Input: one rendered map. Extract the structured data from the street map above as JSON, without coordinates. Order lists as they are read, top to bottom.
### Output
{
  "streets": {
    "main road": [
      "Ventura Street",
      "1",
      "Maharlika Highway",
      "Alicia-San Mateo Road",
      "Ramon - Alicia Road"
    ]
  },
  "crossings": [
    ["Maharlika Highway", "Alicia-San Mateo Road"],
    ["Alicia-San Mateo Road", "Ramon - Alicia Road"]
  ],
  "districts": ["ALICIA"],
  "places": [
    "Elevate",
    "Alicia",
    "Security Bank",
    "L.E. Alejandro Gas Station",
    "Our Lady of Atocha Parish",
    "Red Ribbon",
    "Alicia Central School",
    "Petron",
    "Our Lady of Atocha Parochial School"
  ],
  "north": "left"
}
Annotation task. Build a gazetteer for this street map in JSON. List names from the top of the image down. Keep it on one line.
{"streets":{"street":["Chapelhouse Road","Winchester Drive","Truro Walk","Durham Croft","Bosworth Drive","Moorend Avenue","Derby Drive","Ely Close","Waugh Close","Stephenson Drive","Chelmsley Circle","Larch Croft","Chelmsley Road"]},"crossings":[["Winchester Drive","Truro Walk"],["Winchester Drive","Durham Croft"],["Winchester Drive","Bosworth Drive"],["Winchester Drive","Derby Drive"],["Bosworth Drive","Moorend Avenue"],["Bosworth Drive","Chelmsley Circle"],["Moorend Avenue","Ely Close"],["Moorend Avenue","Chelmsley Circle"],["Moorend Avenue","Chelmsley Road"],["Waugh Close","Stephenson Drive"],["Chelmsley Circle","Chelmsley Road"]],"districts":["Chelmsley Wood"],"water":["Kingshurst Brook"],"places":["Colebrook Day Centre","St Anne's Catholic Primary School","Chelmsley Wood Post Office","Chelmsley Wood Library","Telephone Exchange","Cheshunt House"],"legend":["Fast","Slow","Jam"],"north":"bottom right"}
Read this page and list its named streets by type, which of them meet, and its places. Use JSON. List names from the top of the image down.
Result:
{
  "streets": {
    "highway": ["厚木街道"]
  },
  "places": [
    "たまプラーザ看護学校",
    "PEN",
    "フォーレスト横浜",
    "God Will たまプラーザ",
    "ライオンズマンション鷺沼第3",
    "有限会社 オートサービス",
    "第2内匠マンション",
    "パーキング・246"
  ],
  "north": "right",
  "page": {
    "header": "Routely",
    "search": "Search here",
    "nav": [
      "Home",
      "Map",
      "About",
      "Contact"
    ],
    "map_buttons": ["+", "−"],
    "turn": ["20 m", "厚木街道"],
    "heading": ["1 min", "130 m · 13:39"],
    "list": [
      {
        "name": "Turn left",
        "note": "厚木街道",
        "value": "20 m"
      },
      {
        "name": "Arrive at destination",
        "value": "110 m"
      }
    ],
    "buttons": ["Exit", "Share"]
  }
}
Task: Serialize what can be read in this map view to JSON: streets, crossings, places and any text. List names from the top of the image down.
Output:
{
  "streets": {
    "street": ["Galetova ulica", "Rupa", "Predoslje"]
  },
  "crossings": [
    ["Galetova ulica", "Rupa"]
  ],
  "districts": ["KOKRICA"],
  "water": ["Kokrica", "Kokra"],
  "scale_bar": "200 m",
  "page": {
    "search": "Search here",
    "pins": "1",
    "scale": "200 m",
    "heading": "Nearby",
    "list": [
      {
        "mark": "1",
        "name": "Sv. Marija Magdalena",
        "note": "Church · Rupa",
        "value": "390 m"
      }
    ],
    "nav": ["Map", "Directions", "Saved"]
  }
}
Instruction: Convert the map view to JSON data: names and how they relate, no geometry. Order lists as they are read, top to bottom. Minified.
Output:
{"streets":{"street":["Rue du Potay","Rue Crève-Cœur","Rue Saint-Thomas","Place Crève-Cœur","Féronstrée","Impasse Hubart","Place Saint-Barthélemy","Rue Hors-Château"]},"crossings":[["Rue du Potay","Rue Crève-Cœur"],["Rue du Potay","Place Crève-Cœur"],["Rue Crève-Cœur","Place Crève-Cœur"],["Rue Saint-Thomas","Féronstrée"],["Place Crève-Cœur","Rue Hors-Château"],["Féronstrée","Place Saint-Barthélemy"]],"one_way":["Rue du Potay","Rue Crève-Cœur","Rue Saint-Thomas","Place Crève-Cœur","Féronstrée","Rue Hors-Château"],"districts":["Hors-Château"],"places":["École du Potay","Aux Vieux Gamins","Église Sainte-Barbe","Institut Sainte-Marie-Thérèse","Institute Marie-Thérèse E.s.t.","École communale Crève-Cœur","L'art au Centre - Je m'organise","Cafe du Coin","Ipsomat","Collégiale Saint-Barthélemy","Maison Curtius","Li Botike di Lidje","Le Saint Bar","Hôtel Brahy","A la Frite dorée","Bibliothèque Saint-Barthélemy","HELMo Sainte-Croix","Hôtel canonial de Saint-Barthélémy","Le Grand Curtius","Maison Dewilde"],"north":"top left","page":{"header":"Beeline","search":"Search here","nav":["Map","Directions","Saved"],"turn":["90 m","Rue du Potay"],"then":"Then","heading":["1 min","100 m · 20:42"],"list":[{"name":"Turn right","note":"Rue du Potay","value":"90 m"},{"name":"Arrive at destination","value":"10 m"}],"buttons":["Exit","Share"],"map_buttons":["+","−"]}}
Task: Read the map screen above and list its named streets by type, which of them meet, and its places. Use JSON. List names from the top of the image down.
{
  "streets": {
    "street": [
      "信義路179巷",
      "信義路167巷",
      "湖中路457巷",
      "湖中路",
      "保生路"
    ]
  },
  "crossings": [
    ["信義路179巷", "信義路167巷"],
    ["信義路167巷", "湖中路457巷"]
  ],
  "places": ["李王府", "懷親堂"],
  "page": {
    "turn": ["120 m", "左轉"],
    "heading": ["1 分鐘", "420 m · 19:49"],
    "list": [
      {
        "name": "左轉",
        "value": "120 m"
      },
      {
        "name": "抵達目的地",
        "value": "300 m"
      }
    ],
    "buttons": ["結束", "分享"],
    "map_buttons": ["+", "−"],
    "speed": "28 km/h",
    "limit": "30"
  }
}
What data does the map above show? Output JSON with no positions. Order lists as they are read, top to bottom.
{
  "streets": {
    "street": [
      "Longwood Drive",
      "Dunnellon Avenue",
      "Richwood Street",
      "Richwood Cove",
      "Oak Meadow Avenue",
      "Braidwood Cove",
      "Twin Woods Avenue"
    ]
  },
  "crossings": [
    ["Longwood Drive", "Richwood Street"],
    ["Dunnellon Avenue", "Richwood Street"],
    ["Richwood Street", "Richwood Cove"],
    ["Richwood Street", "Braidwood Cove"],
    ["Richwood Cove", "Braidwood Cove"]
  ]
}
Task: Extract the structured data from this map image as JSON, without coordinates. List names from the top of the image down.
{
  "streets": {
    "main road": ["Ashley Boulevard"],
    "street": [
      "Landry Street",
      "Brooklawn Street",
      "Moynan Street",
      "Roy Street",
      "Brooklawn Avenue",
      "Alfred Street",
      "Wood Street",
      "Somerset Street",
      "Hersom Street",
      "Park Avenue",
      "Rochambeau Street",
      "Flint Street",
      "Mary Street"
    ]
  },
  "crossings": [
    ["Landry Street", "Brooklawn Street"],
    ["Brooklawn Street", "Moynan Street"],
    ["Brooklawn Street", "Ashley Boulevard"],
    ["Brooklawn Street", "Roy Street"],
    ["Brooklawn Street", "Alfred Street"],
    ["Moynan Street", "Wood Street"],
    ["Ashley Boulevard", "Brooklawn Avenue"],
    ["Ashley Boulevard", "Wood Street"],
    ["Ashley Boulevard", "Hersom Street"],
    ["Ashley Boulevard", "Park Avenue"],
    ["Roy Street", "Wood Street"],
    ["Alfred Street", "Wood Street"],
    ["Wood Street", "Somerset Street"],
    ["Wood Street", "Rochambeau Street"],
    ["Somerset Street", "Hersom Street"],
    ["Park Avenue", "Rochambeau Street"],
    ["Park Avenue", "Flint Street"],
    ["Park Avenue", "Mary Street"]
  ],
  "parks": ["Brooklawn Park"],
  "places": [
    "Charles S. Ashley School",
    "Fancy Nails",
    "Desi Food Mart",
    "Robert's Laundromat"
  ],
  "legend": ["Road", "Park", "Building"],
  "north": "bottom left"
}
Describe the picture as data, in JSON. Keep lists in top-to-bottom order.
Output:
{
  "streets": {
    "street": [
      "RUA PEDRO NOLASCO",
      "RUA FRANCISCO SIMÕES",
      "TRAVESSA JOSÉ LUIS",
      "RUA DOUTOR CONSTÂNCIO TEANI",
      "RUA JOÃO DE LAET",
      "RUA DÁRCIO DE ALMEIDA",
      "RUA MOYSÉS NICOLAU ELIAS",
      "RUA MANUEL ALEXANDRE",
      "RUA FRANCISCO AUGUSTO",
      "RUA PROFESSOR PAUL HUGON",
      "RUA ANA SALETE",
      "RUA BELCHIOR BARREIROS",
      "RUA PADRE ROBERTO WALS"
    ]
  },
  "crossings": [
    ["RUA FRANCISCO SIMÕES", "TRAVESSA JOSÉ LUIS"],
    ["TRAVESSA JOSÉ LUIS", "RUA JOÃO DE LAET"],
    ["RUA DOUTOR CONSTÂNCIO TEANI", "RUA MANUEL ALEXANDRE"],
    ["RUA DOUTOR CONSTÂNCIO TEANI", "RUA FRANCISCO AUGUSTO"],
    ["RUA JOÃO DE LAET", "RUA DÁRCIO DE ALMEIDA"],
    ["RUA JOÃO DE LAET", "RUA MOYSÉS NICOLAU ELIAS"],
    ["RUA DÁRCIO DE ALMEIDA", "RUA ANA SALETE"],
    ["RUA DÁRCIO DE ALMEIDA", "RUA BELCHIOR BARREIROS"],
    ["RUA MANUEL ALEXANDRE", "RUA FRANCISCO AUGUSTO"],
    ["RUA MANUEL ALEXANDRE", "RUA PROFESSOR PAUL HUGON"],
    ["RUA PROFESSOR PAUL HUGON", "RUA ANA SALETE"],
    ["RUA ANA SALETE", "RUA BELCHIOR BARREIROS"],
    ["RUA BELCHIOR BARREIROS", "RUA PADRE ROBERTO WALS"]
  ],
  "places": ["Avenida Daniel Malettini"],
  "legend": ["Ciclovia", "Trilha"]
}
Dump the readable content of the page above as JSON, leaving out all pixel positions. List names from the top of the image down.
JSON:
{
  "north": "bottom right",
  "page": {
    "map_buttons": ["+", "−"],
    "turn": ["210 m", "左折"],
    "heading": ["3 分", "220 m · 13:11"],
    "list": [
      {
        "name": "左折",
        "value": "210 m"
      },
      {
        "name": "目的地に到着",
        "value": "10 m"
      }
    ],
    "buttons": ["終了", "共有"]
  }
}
━━━━
_WHAT IS EXPECTED_
State only how many lines above contain "value".

_COMPLETED EXERCISE_
8